> **EXERCISE MATERIAL**
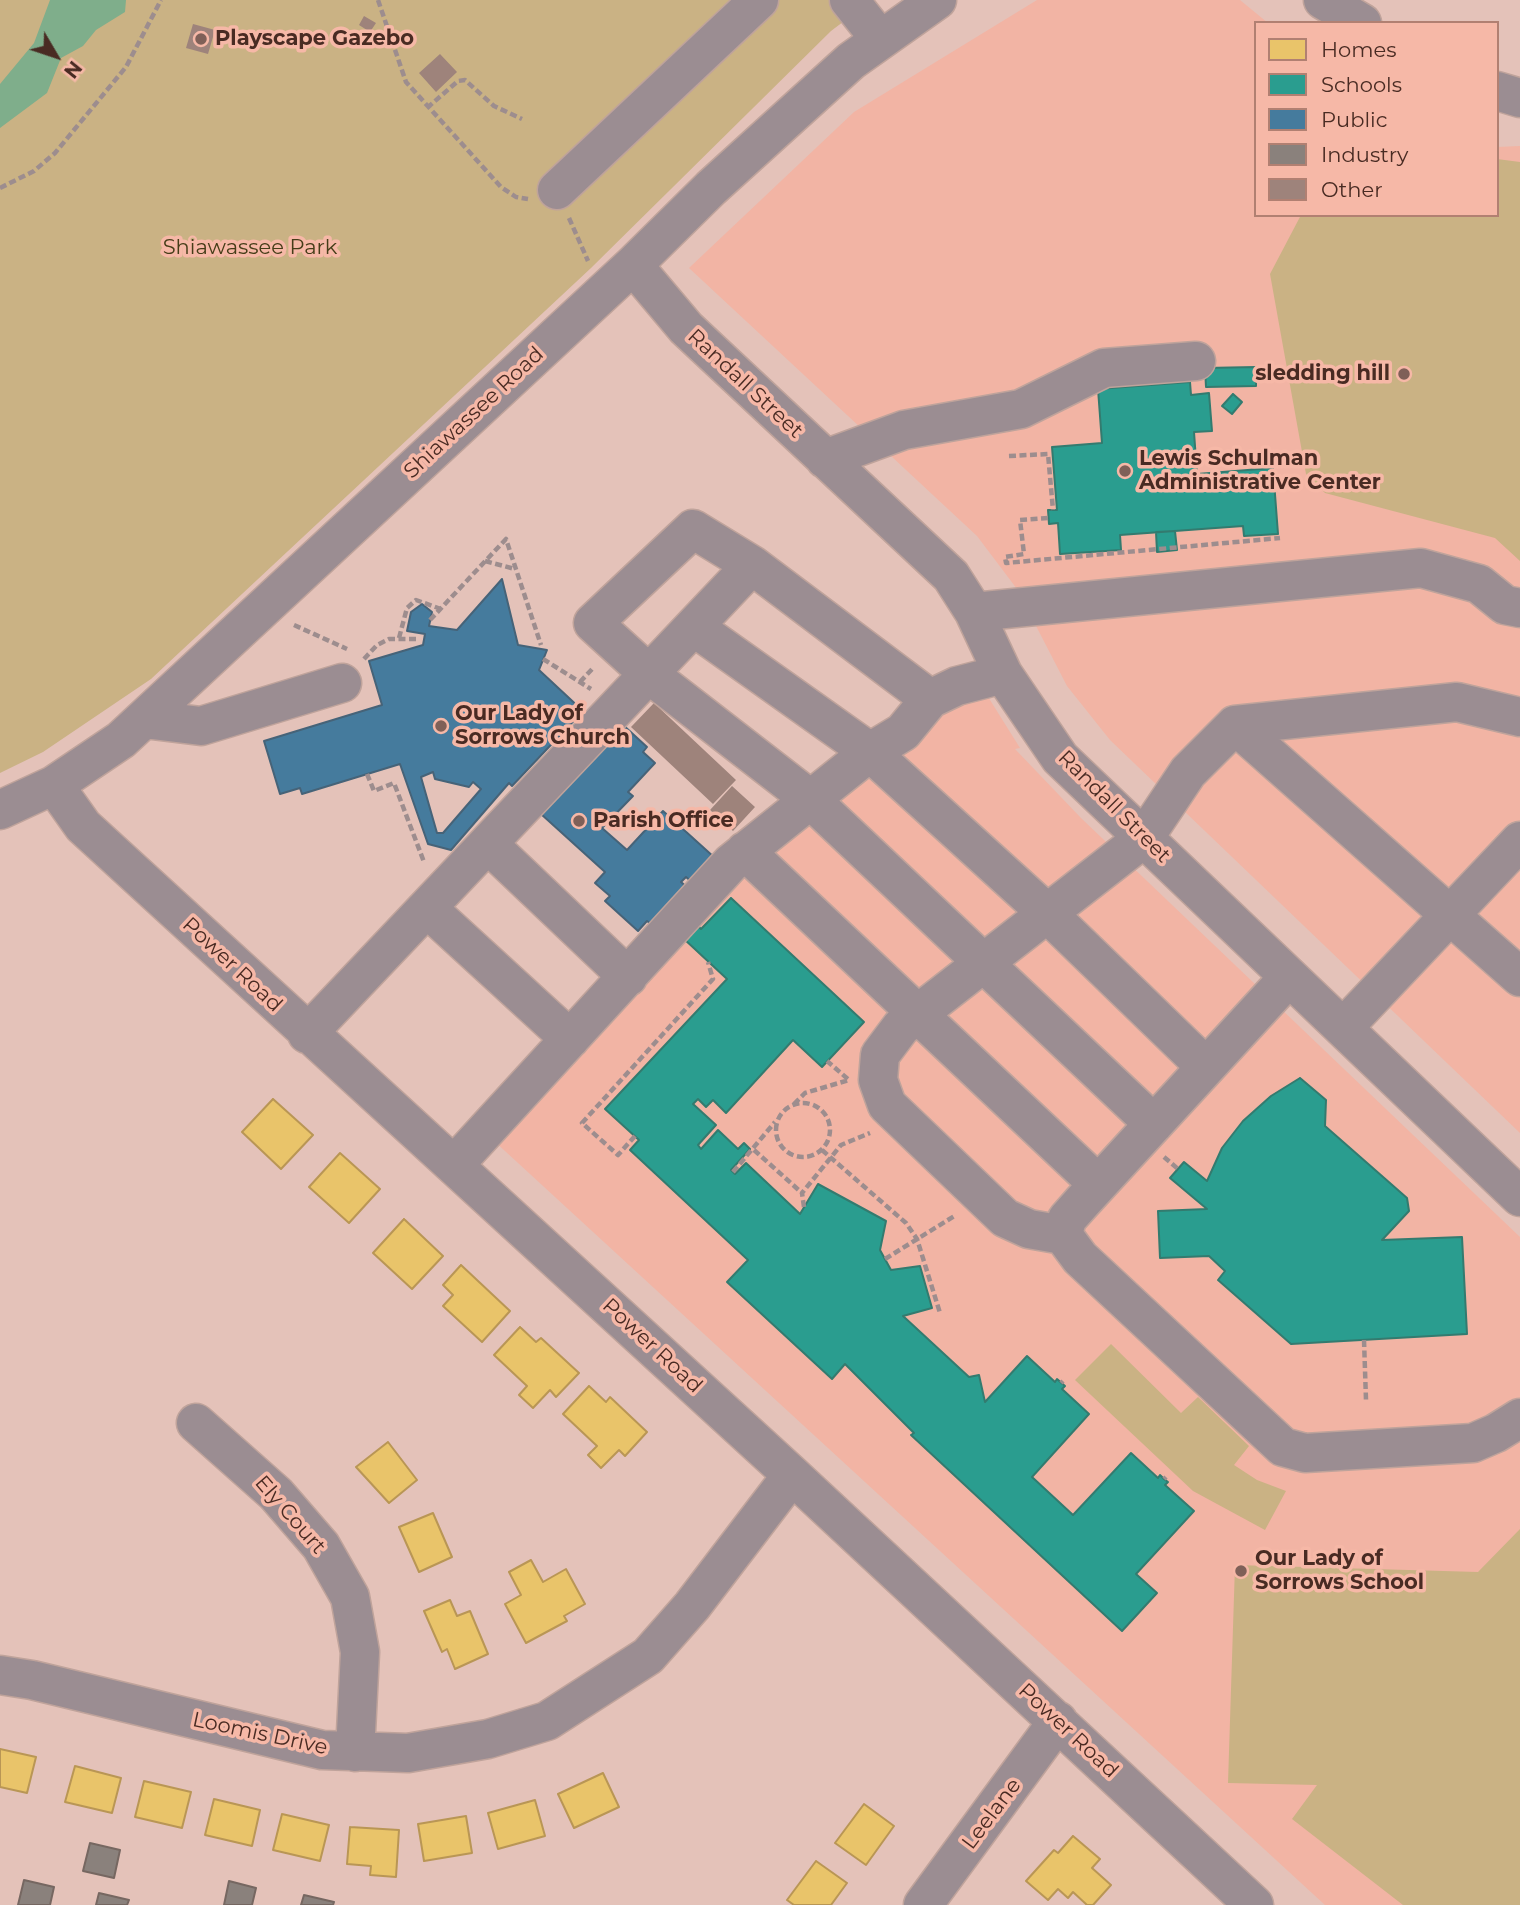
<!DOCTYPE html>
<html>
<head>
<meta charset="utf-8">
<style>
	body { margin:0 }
	#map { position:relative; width:1520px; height:1905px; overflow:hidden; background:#e4c2b9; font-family:Montserrat,sans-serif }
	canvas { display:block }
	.legend { position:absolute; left:1254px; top:21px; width:245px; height:196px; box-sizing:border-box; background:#f6b8a7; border:2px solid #b18072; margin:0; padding:9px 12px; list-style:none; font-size:21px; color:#492b23 }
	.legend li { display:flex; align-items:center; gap:14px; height:35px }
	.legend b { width:35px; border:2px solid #b18072 }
	.north { position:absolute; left:21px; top:21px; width:70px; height:70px; -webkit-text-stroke:5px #f6b8a7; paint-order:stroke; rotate:129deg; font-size:19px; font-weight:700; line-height:28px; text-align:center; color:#492b23 }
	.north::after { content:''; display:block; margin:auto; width:24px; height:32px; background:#492b23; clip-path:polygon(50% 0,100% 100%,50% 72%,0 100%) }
</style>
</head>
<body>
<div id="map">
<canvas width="1520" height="1905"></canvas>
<ul class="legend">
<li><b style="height:19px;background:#e9c46a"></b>Homes</li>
<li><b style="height:19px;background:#2a9d8f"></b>Schools</li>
<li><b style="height:19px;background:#457b9d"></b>Public</li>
<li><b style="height:19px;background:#8a817c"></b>Industry</li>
<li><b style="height:19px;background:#9e837b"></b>Other</li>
</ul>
<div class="north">N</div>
</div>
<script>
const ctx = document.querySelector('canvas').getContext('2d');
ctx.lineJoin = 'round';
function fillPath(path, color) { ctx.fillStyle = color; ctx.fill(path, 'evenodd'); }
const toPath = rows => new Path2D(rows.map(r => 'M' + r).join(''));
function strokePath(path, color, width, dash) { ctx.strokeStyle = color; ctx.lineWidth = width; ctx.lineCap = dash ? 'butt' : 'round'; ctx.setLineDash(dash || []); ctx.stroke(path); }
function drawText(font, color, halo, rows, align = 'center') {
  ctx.font = font + ' Montserrat,sans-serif'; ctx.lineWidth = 7; ctx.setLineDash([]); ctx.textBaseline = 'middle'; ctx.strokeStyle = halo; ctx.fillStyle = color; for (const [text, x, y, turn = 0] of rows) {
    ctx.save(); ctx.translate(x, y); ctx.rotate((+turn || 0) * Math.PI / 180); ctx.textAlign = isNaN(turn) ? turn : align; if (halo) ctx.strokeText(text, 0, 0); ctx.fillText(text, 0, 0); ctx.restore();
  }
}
const built = toPath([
	[1037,0,1240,0,1268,23,1256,23,1256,215,1497,215,1497,147,1520,146,1520,1133,1110,740,1067,686,1017,589,977,536,689,268,854,112],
	[985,692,1020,748,1015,749,1081,818,1520,1237,1520,1905,1325,1905,493,1140,735,878,937,711]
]);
const green = toPath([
	[0,0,872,0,831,31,591,268,151,679,43,752,0,773],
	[1497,159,1520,162,1520,561,1495,538,1325,493,1306,474,1270,274,1301,215,1497,215],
	[1111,1344,1181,1413,1198,1397,1249,1446,1234,1465,1257,1480,1286,1491,1265,1530,1193,1491,1075,1380],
	[1520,1529,1520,1905,1403,1905,1292,1819,1317,1785,1228,1783,1235,1565,1478,1572]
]);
const water = toPath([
	[50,0,126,0,125,12,96,30,83,46,61,58,47,93,0,128,0,84,34,43]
]);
const homes = toPath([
	[273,1099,313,1135,281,1169,242,1132,273,1099],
	[340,1153,380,1189,349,1223,309,1187,340,1153],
	[404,1219,443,1256,412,1289,373,1253,404,1219],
	[461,1265,510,1311,482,1342,443,1306,453,1295,443,1285,461,1265],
	[520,1327,536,1342,541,1338,579,1373,556,1397,550,1390,533,1408,519,1395,527,1386,494,1355,520,1327],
	[589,1386,606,1402,610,1397,647,1432,625,1456,619,1450,601,1468,588,1455,597,1446,563,1414,589,1386],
	[388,1442,417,1480,389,1503,356,1467,388,1442],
	[433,1513,452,1557,419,1572,399,1527,433,1513],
	[531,1560,543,1582,566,1569,585,1604,564,1616,567,1621,526,1643,505,1604,521,1595,509,1572,531,1560],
	[450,1600,457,1616,470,1611,488,1654,455,1669,447,1649,442,1652,424,1611,450,1600],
	[0,1749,36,1757,27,1793,0,1787,0,1749],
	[75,1766,121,1778,112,1813,65,1802,75,1766],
	[603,1773,619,1807,574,1828,558,1794,603,1773],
	[144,1781,191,1792,182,1828,135,1817,144,1781],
	[214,1799,260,1810,252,1846,205,1835,214,1799],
	[535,1800,545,1836,498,1849,488,1813,535,1800],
	[864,1804,894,1826,866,1865,835,1843,864,1804],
	[282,1814,329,1825,320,1861,273,1850,282,1814],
	[466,1816,472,1853,424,1861,418,1824,466,1816],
	[350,1827,399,1830,396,1877,370,1875,371,1866,347,1864,350,1827],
	[1073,1836,1100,1859,1092,1868,1111,1885,1093,1905,1087,1905,1073,1892,1068,1898,1058,1889,1048,1900,1026,1881,1054,1850,1058,1853,1073,1836],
	[816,1861,847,1883,831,1905,794,1905,787,1900,816,1861]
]);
const schools = toPath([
	[1256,367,1256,386,1206,387,1205,368,1256,367],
	[1190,382,1191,395,1209,393,1212,431,1194,432,1197,474,1273,468,1278,534,1244,536,1243,526,1120,535,1121,550,1060,554,1058,523,1049,524,1048,510,1057,510,1052,447,1102,443,1098,389,1190,382],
	[1233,394,1242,402,1232,414,1222,406,1233,394],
	[1175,531,1177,550,1157,552,1156,532,1175,531],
	[731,898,864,1022,822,1067,793,1040,726,1113,713,1100,706,1107,698,1099,693,1104,716,1125,698,1145,701,1149,718,1130,738,1149,744,1143,750,1149,731,1170,735,1174,746,1163,800,1214,818,1184,886,1221,880,1250,891,1270,920,1266,932,1308,903,1316,969,1377,979,1375,985,1402,1027,1356,1055,1382,1057,1379,1065,1386,1062,1389,1089,1414,1032,1477,1073,1515,1131,1453,1158,1478,1160,1475,1164,1479,1168,1482,1165,1485,1194,1511,1136,1574,1157,1593,1122,1631,911,1435,914,1433,845,1364,832,1379,727,1282,748,1260,630,1150,639,1140,605,1109,727,979,683,938,696,924,701,929,731,898],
	[1300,1078,1326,1100,1325,1126,1407,1198,1409,1211,1382,1240,1462,1237,1467,1334,1291,1344,1218,1280,1225,1271,1209,1256,1160,1258,1158,1211,1207,1209,1170,1178,1184,1162,1207,1181,1222,1148,1243,1121,1271,1096,1300,1078]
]);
const public = toPath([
	[502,579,518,645,547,650,539,670,583,711,512,786,509,783,451,850,428,844,400,764,302,794,300,788,280,794,264,741,382,705,369,661,423,645,425,634,407,631,411,612,422,604,432,612,429,626,457,630,502,579],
	[433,772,435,779,469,787,473,782,481,789,443,833,437,833,421,777,433,772],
	[622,724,647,747,643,752,655,763,628,792,633,796,602,828,627,850,663,811,715,858,693,883,686,877,681,882,688,888,654,926,647,921,638,931,605,901,610,896,595,883,605,872,541,814,622,724]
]);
const industry = toPath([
	[90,1843,120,1850,114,1878,83,1871,90,1843],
	[24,1880,54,1887,50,1905,18,1905,24,1880],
	[229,1881,256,1888,252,1905,224,1905,229,1881],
	[99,1893,129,1900,127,1905,96,1905,99,1893],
	[304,1895,334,1902,333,1905,301,1905,304,1895]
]);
const building = toPath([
	[364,16,376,23,370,32,359,25],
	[193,24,215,30,208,54,186,48],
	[440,54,457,72,436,92,419,73],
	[654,703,736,780,713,804,631,727],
	[732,786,755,807,733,831,710,810]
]);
const path = toPath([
	[378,0,406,82,501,187,516,197,528,199],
	[427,108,458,81,465,80,494,106,522,119],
	[0,188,34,171,55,153,126,67,161,0],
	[569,218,588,261],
	[1009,456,1048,454,1053,510],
	[1048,518,1020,520,1024,554,1005,557,1006,563,1280,538],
	[485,561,515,569],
	[430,620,506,539,541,645],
	[294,625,347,649],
	[399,638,407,608,416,600,441,609],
	[364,659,377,645,389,639,418,639],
	[543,659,591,689],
	[580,682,594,667],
	[367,774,374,791,394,783,424,862],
	'776 1130a27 27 0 1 1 54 0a27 27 0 1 1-54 0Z',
	[794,1104,805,1093,849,1080,827,1061],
	[635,1136,618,1155,582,1123,713,979,708,962],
	[754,1150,802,1193],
	[822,1150,906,1223,917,1239,940,1313],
	[1164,1157,1178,1169],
	[733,1172,775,1122],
	[804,1207,802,1193,841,1145,870,1133],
	[885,1259,956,1215],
	[1364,1340,1366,1400],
	[1061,1383,1063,1381],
	[1164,1479,1166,1477]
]);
const minor = toPath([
	[849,0,880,39],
	[1323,0,1362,23],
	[1497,91,1520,98],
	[557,190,759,0],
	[633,265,686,328,951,576,974,612,1003,674,1060,758,1520,1197],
	[825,459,904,430,1021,409,1104,368,1196,361],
	[752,565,693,529,593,623,650,675,810,799,1154,1124],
	[974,612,1421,568,1479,584,1505,605,1520,608],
	[694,627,870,752,1047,913,1206,1067],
	[144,719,201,726,342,683],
	[1235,725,1520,977],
	[54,785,83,826,792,1475,1254,1905],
	[0,810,54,785,121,740,633,265,711,188,851,61,937,0],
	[488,844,628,977],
	[745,851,1098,1184],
	[427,908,570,1039],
	[1289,977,1083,1201,1067,1219,1063,1235,1080,1258,1283,1447,1305,1453,1473,1443,1496,1433,1520,1418],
	[1343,1028,1520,841],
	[307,1034,752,565,930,699],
	[455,1164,731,863,870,752,903,732,930,699,957,686,1003,674],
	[1063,1235,1029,1229,1005,1218,887,1105,878,1080,880,1055,901,1027,1144,838,1188,772,1235,725,1457,702,1520,717],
	[196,1423,276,1494,321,1546,350,1597,360,1652,355,1752],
	[0,1675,32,1680,322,1750,408,1753,488,1739,547,1721,648,1656,692,1606,792,1475],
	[923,1905,1058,1721]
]);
const markers = [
	[201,39,7,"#7f6058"],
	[1404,374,7,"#7f6058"],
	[1125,471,7,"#7f6058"],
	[441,726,7,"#7f6058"],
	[579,821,7,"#7f6058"],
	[1241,1571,7,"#7f6058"]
];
const poiNames = [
	["Playscape Gazebo",215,39],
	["sledding hill",1390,374,"right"],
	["Lewis Schulman",1139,459],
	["Administrative Center",1139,483],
	["Our Lady of",455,714],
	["Sorrows Church",455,738],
	["Parish Office",593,821],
	["Our Lady of",1255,1559],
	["Sorrows School",1255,1583]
];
const parkNames = [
	["Shiawassee Park",250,248]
];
const streetNames = [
	["Randall Street",745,384,43],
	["Shiawassee Road",474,413,-43],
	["Randall Street",1114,807,45],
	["Power Road",232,965,43],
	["Power Road",652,1346,43],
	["Ely Court",290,1515,49],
	["Power Road",1068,1731,43],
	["Loomis Drive",260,1734,12],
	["Leelane",992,1814,-53]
];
fillPath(built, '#f2b4a4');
fillPath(green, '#cab284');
fillPath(water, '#7fae8b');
fillPath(homes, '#e9c46a');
strokePath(homes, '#b99655', 2);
fillPath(schools, '#2a9d8f');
strokePath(schools, '#337b6f', 2);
fillPath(public, '#457b9d');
strokePath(public, '#466378', 2);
fillPath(industry, '#8a817c');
strokePath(industry, '#766761', 2);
fillPath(building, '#9e837b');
strokePath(minor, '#bfa39b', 41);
strokePath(path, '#9d8d8e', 4.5, [7, 3.5]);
strokePath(minor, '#9b8d92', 38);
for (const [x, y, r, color] of markers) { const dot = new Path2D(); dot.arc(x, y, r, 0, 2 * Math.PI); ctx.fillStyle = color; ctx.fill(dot); strokePath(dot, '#f6b8a7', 2.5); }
drawText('bold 21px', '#492b23', '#f6b8a7', poiNames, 'left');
drawText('21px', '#453d18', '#f6b8a7', parkNames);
drawText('21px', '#492b23', '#f6b8a7', streetNames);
</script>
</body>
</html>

> **ASSIGNMENT**
The lines above that hold the word "strokeStyle" should be found and copied out.

> **OUTPUT FOR THIS EXERCISE**
function strokePath(path, color, width, dash) { ctx.strokeStyle = color; ctx.lineWidth = width; ctx.lineCap = dash ? 'butt' : 'round'; ctx.setLineDash(dash || []); ctx.stroke(path); }
  ctx.font = font + ' Montserrat,sans-serif'; ctx.lineWidth = 7; ctx.setLineDash([]); ctx.textBaseline = 'middle'; ctx.strokeStyle = halo; ctx.fillStyle = color; for (const [text, x, y, turn = 0] of rows) {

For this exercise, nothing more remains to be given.